Excerpts from a dataset
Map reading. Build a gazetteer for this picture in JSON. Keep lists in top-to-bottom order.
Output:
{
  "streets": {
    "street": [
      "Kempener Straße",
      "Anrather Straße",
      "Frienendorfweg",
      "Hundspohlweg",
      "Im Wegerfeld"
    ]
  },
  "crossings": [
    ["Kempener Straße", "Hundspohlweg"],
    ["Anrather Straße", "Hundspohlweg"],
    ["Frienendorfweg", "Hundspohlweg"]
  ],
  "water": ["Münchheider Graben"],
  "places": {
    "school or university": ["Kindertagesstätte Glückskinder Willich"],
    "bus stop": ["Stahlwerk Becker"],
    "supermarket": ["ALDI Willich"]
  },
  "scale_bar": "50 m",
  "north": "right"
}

> _WHAT YOU HAVE TO DO_:
Each of the records is to be written out again exactly.

> _ANSWER TO THE PROBLEM_:
Map reading. Build a gazetteer for this picture in JSON. Keep lists in top-to-bottom order.
Output:
{
  "streets": {
    "street": [
      "Kempener Straße",
      "Anrather Straße",
      "Frienendorfweg",
      "Hundspohlweg",
      "Im Wegerfeld"
    ]
  },
  "crossings": [
    ["Kempener Straße", "Hundspohlweg"],
    ["Anrather Straße", "Hundspohlweg"],
    ["Frienendorfweg", "Hundspohlweg"]
  ],
  "water": ["Münchheider Graben"],
  "places": {
    "school or university": ["Kindertagesstätte Glückskinder Willich"],
    "bus stop": ["Stahlwerk Becker"],
    "supermarket": ["ALDI Willich"]
  },
  "scale_bar": "50 m",
  "north": "right"
}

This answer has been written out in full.